Colruyt en a même organisé une conférence de presse. Au delà de cette initiative commerciale, de part la méthode, l’affaire présente vraiment des aspects intéressants, ne fut-ce que par les intentions, la traçabilité et l’histoire de ce produit.  


L’"éthiquette" Colruyt


On l’hume dès qu’on se promène à l’air libre. Colruyt ne sous-traite pas la torréfaction du café, elle est faite dans le zoning de Ghislenghien sous les yeux de Kris, le maître torréfacteur. «C’est d’ailleurs la seule chaîne de supermarchés en Belgique qui procède encore de cette manière » nous fait remarquer fièrement Philippe Toussaint, project manager « Achats durables » de Colruyt Group. L’entreprise ne suit pas les filières traditionnelles puisqu’en plus, elle achète directement son café aux producteurs, sans passer par des intermédiaires, une forme de circuit-court à l’industrielle. En outre, la firme, assez puissante que pour ne pas s’embarrasser de contraintes, « by pass » le label Fairtrade et fait elle-même de l’équitable. Elle va d’ailleurs lancer, via son fonds éducatif « Collibri foundation » géré par la fondation Roi Baudouin, un projet de formation des jeunes dans la région. 


Bon Kawa, bon Kharma !


Concrètement, le café Kivu, produit dans la gamme fine Graindor, est cultivé par une coopérative de 2200 petits producteurs congolais. C’est de l’arabica, idéal pour la culture en hauts Plateaux du Kivu. Région frontalière (avec le Rwanda et le Burundi), le Kivu est en proie à de nombreuses difficultés. Les coopérateurs sont disséminés sur les hauteurs occidentales du Lac Edouard et rassemblés autour de 45 micro-stations de lavage. Le dispositif est mis en place par l’ONG Rikolto (récolte en esperanto). Et c’est là que Colruyt intervient. 
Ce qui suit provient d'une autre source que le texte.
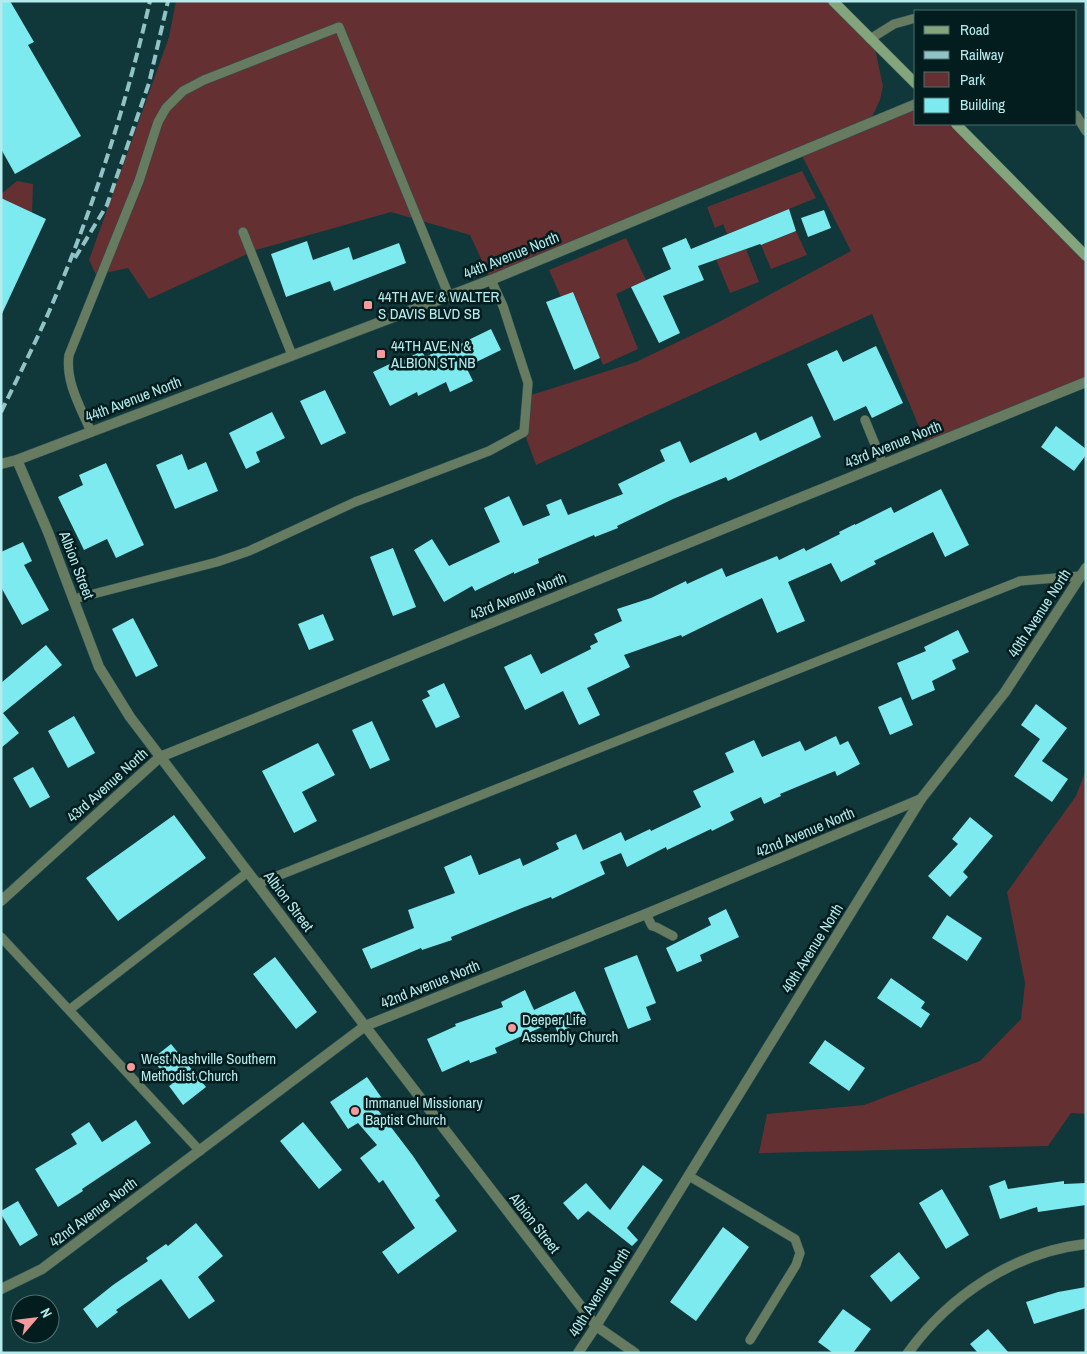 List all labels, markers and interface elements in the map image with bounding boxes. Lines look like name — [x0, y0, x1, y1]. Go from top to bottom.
legend — [914, 10, 1077, 125]
text: Road — [960, 19, 989, 40]
text: Railway — [960, 44, 1005, 65]
text: Park — [960, 69, 986, 90]
text: Building — [960, 94, 1005, 115]
street label: 44th Avenue North — [460, 226, 562, 284]
place label: 44TH AVE & WALTER S DAVIS BLVD SB — [378, 286, 500, 324]
marker: 44TH AVE & WALTER S DAVIS BLVD SB — [362, 299, 374, 311]
place label: 44TH AVE N & ALBION ST NB — [390, 335, 476, 373]
marker: 44TH AVE N & ALBION ST NB — [375, 348, 387, 360]
street label: 44th Avenue North — [82, 371, 184, 427]
street label: 43rd Avenue North — [842, 415, 944, 473]
street label: Albion Street — [54, 527, 100, 602]
street label: 40th Avenue North — [1003, 565, 1075, 661]
street label: 43rd Avenue North — [467, 567, 569, 625]
street label: 43rd Avenue North — [62, 743, 152, 827]
street label: 42nd Avenue North — [753, 802, 857, 862]
street label: Albion Street — [259, 865, 319, 936]
street label: 40th Avenue North — [776, 899, 848, 997]
street label: 42nd Avenue North — [377, 955, 483, 1013]
place label: Deeper Life Assembly Church — [521, 1009, 618, 1047]
marker: Deeper Life Assembly Church — [506, 1022, 518, 1034]
place label: West Nashville Southern Methodist Church — [141, 1048, 276, 1086]
marker: West Nashville Southern Methodist Church — [125, 1061, 137, 1073]
place label: Immanuel Missionary Baptist Church — [365, 1092, 483, 1130]
marker: Immanuel Missionary Baptist Church — [349, 1105, 361, 1117]
street label: 42nd Avenue North — [45, 1172, 141, 1252]
street label: Albion Street — [504, 1188, 566, 1258]
street label: 40th Avenue North — [563, 1243, 635, 1341]
north arrow — [10, 1294, 60, 1344]
text: N — [37, 1305, 56, 1321]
La marque belge, qui veut rentrer « dans un cercle vertueux de renforcement économique », s’est associée avec l’ONG compatriote Vredeseilanden (nouveau nom : Rikolto) pour soutenir la coopérative Kawa Kabuya. En résumé, les 2.200 caféiculteurs lui vendent 28 tonnes et demi par an (20% de sa production), le prix d’achat d’une livre de grains verts est majoré de 50 cents de dollars par rapport au prix du marché. Philippe Toussaint: "D’abord, nos prix sont respectueux. Mais il y a plus. D’habitude, les coopératives du Sud payent leurs petits producteurs au moment où ils livrent leurs récoltes, c’est à dire quelques mois avant la commercialisation du café. Comme elle n’a pas de liquidités, elle est obligée de recourir à un crédit-pont pour financer l’opération. Afin qu’ils ne recourent pas au crédit, trop cher, nous réglons donc 60% du montant de notre achat avant la récolte, au moment de la commande." Hanne Poppe, chargée des relations, nous précise "Nous nous lançons cette année et nous procédons de la même manière en pré-finançant le quinoa avec les producteurs du Pérou."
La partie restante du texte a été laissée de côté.